FENSTON: The textbook is called "Our Virginia" and it's one of three state-approved history texts for fourth graders. The Virginia Department of Education was quick to distance itself from the book. Charles Pyle is the department's spokesman.
MONTAGNE: The assertion that thousands of black Southerners fought for the Confederacy as uniformed armed soldiers, this would raise a red flag with the vast majority of our fourth-grade teachers.
FENSTON: The book in Virginia was approved by a committee of three fourth-grade teachers. And that's part of the problem here, says James Loewen. He's a sociology professor and author of "Lies My Teacher Told Me."
P: They are not professional historians. They get flooded with these books over the summer. The typical American history textbook now has 1,152 pages in it. They don't read them. They look over them. If they look good, well, maybe they'll adopt them.
FENSTON: To pass in Virginia, books must line up with the state's standards of learning. In the case of fourth-grade history, the Civil War gets six bullet points.
P: I think this publisher and this author have that checklist when they write, so of course they're going to get checkmarks all the way down. This is not how you write history, though. It just plain isn't.
FENSTON: The book's author is not a professionally trained historian. Joy Masoff declined an interview, but earlier she told the Washington Post her information on black Confederates came in part from Internet research and work by the group Sons of Confederate Veterans.
MONTAGNE: Some people just don't like the truth.
FENSTON: Charles Kelly Barrow is a member of the group.
MONTAGNE: Some people are dead set that there was no black Confederate soldiers.
FENSTON: Barrow teaches history at a high school in Georgia. He also wrote a book called "Black Confederates."
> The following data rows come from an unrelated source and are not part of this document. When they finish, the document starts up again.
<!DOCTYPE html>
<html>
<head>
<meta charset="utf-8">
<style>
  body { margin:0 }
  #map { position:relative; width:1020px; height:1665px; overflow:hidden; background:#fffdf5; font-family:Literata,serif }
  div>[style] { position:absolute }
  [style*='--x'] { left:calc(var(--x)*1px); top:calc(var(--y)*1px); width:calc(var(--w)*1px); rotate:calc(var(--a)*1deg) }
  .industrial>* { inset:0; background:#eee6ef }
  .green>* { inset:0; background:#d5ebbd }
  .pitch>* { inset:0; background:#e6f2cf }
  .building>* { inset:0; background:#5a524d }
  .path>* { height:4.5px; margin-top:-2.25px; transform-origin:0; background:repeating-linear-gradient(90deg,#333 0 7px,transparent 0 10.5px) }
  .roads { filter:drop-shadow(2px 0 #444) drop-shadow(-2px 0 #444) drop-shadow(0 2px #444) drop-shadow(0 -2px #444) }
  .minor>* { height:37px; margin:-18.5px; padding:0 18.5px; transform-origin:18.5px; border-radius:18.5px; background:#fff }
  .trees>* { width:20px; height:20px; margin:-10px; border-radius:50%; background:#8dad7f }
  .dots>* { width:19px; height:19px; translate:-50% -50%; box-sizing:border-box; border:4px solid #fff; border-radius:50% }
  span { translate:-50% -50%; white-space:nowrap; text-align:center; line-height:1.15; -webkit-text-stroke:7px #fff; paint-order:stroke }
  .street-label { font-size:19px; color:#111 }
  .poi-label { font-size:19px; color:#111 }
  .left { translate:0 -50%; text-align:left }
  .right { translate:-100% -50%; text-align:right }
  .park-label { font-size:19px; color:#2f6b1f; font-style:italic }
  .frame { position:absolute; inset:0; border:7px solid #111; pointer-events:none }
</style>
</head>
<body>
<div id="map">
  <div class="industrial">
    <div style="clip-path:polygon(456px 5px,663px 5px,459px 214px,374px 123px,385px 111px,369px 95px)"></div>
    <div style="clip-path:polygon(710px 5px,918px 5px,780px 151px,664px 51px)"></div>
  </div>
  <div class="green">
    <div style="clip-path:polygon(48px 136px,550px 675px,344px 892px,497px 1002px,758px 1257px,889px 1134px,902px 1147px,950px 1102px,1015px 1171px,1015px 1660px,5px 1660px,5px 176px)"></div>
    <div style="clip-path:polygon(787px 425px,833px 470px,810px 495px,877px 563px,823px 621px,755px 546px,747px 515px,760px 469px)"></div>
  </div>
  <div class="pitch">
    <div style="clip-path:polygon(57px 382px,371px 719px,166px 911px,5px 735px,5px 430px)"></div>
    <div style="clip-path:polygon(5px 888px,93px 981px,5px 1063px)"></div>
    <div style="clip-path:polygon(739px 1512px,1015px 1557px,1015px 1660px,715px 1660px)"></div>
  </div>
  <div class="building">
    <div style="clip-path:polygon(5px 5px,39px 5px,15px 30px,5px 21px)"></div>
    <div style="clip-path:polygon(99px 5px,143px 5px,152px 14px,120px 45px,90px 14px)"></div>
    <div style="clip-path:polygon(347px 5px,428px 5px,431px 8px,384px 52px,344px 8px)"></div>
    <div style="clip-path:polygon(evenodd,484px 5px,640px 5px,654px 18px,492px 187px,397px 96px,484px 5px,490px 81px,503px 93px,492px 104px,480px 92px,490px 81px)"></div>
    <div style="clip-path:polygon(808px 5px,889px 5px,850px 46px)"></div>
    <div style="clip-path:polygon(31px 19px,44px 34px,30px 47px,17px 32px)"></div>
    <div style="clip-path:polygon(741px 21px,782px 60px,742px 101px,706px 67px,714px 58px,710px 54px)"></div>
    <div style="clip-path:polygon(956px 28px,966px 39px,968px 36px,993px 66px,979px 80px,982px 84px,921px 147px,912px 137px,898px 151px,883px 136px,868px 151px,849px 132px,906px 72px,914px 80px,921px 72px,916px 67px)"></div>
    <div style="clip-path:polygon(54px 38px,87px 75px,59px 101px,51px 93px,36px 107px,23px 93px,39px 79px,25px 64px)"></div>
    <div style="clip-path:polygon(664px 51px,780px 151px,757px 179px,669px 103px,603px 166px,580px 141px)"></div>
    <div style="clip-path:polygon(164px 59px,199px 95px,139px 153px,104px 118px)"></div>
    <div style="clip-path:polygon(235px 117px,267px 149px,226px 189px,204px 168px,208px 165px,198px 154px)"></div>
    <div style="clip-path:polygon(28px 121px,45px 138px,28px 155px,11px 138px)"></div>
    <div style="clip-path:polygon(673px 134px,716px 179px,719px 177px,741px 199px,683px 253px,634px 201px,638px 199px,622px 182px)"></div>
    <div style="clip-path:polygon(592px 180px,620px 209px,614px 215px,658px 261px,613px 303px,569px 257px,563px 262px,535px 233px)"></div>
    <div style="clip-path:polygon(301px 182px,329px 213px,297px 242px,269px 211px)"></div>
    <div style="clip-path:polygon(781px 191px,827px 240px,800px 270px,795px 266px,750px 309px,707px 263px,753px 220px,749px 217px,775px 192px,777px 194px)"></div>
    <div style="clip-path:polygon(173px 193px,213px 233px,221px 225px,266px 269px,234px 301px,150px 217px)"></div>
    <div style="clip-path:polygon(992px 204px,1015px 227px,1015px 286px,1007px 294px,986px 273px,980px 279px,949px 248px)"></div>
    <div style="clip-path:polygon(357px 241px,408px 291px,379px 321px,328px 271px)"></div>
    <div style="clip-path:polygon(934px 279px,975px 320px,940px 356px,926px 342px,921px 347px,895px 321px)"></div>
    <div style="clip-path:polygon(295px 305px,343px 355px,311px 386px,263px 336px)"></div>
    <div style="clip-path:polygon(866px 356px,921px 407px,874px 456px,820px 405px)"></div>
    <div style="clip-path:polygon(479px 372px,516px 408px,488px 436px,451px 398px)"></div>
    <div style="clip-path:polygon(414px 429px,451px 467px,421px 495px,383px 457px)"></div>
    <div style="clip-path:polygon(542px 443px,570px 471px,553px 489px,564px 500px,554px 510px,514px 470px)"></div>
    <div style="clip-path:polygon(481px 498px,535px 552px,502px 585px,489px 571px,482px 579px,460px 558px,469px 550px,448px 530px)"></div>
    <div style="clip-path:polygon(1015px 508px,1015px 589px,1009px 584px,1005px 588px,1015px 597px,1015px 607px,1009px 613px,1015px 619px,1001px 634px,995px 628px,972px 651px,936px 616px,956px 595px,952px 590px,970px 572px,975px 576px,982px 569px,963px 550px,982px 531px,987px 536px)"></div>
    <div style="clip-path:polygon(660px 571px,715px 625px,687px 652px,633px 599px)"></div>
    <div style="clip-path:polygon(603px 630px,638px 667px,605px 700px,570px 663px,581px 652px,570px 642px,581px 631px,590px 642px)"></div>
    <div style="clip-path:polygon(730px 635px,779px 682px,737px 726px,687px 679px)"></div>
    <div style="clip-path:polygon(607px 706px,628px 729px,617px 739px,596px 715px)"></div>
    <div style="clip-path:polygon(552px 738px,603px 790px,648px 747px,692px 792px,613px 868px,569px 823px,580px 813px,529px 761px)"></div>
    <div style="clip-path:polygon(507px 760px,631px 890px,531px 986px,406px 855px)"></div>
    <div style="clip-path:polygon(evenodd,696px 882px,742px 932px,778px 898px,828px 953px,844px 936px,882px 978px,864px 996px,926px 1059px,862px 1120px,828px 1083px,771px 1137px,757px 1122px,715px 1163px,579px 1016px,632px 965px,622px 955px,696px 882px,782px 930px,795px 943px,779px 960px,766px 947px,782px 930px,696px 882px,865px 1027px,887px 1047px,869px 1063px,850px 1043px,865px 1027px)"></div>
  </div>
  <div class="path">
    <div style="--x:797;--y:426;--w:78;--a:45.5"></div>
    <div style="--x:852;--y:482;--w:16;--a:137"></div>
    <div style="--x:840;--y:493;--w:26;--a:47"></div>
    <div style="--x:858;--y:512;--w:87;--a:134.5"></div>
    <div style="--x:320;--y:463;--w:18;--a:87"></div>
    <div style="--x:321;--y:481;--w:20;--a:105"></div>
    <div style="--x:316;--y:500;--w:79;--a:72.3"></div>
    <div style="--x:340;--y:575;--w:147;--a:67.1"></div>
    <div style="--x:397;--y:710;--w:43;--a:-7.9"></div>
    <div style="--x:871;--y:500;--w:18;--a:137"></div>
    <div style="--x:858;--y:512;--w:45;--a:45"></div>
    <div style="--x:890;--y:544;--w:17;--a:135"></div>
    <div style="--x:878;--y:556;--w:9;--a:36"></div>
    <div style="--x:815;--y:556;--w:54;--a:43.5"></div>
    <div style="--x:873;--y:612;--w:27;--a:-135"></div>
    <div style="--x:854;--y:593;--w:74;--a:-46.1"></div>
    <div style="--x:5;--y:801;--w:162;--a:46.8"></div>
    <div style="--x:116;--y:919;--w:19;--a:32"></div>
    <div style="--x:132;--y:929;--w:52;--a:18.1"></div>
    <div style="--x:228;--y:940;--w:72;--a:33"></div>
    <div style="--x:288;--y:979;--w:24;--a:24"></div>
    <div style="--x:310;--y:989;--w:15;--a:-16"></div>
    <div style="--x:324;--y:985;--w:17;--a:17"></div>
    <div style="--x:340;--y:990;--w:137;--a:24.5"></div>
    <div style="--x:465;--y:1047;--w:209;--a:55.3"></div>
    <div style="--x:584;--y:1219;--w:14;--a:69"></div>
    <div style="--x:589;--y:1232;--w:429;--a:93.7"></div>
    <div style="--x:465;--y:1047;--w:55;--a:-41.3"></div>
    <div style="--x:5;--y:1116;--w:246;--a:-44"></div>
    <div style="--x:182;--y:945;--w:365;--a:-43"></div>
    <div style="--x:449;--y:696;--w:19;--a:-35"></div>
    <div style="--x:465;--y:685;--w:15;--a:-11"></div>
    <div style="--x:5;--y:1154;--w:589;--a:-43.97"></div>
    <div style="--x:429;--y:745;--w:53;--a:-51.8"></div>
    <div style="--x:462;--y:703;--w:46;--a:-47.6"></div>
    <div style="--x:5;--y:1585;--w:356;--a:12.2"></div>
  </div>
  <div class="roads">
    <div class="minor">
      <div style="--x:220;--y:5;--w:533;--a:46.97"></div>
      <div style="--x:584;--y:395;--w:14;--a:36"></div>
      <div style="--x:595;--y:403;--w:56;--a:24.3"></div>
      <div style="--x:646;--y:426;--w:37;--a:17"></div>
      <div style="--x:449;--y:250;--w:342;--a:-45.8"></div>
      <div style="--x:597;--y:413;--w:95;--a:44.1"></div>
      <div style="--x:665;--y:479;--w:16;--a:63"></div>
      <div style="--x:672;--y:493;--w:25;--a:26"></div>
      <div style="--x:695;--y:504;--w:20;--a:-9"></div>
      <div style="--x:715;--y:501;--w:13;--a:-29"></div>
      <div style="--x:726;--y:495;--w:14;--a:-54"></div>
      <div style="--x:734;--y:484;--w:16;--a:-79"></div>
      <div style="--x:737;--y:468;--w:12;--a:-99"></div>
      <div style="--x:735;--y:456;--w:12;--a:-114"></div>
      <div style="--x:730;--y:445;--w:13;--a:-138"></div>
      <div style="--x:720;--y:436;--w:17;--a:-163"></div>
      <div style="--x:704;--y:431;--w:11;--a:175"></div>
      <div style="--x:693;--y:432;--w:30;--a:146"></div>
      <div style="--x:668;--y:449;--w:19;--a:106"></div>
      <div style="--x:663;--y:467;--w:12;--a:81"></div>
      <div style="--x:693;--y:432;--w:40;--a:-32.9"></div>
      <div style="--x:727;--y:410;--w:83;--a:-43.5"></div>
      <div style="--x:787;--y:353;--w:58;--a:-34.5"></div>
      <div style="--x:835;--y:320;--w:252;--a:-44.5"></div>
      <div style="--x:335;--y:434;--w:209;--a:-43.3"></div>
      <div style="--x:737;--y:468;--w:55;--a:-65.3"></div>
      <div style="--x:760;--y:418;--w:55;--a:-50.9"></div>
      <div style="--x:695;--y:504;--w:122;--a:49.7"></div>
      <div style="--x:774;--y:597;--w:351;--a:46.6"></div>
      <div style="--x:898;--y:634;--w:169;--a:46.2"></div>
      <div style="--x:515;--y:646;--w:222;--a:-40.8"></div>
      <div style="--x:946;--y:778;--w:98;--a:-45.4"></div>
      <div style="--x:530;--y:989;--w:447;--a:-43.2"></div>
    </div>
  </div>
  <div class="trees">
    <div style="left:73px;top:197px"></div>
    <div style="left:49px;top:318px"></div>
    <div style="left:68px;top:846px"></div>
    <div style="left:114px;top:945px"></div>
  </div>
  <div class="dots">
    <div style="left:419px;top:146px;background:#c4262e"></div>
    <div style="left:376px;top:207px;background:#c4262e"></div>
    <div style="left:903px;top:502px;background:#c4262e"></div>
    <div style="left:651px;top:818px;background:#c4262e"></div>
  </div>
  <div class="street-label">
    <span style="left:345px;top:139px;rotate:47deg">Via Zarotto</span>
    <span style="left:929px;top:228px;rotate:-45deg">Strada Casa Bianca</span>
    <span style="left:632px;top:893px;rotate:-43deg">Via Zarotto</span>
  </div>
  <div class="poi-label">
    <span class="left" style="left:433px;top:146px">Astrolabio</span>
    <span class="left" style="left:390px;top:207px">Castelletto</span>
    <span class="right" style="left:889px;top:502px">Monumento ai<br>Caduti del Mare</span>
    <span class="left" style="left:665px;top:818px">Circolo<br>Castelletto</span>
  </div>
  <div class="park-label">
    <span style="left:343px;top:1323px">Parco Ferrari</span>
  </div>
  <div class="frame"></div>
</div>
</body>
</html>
MONTAGNE: This was their home and they defended their home, just like anybody else who was being invaded.
FENSTON: Carol Sheriff says one explanation for the error could be a misplaced attempt to be inclusive. In fact, the Virginia standards require a description of the roles played by whites, African-Americans and Indians during the Civil War.
P: Even as we're striving for a harmonious present, we need to be careful that we then don't read back into the past a harmony that didn't exist back then.
FENSTON: For NPR News, I'm Jacob Fenston.